**Data to use**
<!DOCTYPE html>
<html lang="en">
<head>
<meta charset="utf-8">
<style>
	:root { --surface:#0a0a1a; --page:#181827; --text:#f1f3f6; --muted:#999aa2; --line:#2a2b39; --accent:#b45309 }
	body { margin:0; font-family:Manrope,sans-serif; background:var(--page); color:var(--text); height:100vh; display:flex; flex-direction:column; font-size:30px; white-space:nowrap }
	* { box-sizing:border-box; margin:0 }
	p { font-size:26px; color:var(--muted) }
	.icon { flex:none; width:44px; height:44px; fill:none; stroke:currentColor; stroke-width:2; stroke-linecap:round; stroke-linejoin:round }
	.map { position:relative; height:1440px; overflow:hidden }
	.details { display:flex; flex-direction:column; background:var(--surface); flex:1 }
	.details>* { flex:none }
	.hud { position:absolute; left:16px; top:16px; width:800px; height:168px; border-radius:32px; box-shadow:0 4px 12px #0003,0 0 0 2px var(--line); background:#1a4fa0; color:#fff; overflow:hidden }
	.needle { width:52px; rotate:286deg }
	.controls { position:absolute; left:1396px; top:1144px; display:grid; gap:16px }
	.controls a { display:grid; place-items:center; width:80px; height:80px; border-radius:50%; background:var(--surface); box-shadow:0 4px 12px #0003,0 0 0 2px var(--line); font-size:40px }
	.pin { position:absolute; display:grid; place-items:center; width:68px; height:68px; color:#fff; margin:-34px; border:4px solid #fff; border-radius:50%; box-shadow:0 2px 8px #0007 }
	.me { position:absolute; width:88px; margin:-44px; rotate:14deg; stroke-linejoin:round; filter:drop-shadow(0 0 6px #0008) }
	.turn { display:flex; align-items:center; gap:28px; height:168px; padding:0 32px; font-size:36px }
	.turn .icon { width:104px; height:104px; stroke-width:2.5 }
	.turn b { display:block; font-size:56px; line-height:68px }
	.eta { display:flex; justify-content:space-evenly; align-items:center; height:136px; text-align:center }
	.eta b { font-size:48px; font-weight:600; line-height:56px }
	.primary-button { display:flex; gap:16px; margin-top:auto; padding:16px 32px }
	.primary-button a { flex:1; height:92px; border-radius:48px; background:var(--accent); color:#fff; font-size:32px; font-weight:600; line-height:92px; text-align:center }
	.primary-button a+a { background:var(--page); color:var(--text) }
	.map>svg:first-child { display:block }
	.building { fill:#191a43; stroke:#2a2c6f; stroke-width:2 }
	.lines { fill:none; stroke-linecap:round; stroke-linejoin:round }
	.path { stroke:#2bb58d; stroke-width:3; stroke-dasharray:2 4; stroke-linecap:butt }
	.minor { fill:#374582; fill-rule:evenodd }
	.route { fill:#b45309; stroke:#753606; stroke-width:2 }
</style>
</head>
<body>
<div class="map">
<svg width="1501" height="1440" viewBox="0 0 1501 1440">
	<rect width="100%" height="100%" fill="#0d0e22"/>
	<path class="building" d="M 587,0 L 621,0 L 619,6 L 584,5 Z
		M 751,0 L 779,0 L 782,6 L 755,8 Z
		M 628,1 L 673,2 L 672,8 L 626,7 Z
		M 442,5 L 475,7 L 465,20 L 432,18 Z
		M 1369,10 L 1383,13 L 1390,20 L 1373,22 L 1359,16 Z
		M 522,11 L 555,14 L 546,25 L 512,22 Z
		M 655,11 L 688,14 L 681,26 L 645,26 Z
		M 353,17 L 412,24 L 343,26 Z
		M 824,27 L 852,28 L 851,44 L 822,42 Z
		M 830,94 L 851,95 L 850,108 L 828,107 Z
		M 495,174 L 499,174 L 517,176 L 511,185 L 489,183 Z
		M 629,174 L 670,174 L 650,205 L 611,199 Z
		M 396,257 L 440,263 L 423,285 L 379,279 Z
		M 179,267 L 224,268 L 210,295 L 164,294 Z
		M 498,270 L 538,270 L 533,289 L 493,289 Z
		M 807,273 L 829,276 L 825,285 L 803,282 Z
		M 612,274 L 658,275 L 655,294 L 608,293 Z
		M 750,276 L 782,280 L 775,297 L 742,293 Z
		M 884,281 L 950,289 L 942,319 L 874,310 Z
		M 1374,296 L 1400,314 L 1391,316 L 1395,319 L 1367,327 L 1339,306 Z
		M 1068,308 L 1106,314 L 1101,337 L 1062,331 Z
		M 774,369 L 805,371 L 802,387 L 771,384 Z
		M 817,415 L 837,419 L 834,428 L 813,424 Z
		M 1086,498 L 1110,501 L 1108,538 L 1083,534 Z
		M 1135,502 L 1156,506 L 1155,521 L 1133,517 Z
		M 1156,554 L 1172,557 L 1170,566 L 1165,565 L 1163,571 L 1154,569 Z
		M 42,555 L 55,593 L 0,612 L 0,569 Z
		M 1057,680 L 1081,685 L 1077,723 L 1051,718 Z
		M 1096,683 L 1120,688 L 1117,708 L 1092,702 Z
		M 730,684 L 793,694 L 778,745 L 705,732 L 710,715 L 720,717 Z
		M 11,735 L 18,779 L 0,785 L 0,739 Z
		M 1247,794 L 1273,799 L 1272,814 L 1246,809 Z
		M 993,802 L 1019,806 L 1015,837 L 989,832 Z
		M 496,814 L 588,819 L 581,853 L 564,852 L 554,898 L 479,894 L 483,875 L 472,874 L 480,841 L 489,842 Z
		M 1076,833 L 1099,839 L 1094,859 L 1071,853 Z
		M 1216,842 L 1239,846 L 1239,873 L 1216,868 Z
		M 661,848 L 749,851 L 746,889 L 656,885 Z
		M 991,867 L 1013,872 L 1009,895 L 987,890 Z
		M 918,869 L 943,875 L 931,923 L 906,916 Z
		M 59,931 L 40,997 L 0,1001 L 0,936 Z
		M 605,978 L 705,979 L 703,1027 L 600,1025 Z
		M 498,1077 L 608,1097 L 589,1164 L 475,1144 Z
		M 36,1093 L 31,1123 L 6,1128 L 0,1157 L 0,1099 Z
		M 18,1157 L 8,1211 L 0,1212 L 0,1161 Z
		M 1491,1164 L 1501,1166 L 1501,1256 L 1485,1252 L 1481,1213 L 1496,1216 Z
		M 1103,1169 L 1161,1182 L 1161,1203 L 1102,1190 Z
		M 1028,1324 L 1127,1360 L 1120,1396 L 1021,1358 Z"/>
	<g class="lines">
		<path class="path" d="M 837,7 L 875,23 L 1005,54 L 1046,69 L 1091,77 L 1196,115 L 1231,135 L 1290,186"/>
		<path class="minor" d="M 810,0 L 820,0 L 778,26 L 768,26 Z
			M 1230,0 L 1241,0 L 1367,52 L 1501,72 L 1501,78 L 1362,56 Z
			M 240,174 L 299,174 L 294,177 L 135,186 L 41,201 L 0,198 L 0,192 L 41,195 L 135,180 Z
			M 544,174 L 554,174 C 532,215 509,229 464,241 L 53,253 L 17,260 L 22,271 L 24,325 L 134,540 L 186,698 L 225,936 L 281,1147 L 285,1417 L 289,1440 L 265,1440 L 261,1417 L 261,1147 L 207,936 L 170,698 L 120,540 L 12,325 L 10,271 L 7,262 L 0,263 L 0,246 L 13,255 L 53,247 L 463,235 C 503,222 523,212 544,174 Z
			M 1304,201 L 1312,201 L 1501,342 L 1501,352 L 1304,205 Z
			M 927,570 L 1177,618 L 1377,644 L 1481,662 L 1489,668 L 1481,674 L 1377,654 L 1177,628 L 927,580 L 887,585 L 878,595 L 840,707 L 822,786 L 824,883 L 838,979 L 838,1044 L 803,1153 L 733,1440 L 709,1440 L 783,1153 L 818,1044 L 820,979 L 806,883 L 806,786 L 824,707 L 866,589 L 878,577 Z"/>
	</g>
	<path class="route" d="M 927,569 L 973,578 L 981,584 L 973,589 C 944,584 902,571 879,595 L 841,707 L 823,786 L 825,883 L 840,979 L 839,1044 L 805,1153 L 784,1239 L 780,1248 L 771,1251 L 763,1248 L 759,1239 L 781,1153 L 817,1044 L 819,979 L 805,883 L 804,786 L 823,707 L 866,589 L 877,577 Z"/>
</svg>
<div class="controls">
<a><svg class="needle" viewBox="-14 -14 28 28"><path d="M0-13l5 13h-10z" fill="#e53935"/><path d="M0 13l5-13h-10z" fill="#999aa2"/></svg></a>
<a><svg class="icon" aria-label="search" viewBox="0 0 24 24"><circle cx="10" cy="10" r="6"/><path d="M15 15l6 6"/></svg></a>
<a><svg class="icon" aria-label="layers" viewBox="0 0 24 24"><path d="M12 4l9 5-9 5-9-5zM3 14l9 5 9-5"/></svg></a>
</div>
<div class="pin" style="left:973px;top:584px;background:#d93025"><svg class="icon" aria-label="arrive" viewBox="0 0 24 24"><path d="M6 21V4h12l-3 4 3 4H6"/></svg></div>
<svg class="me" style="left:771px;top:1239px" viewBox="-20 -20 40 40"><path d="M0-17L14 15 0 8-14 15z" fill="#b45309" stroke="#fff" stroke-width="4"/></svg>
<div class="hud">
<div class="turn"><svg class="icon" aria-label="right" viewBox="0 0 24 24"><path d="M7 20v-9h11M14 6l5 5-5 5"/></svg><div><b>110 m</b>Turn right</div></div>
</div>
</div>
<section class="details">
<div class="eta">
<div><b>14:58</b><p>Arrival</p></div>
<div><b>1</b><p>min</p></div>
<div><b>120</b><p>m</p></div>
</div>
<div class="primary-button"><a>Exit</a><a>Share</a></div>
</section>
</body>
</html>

**Task instructions**
Quote the listing above, but only from the line that shows "width:104px; height:104px; stroke-width:2.5" through the line that shows "display:flex; justify-content:space-evenly; align-items:center;".

**Problem solution**
	.turn .icon { width:104px; height:104px; stroke-width:2.5 }
	.turn b { display:block; font-size:56px; line-height:68px }
	.eta { display:flex; justify-content:space-evenly; align-items:center; height:136px; text-align:center }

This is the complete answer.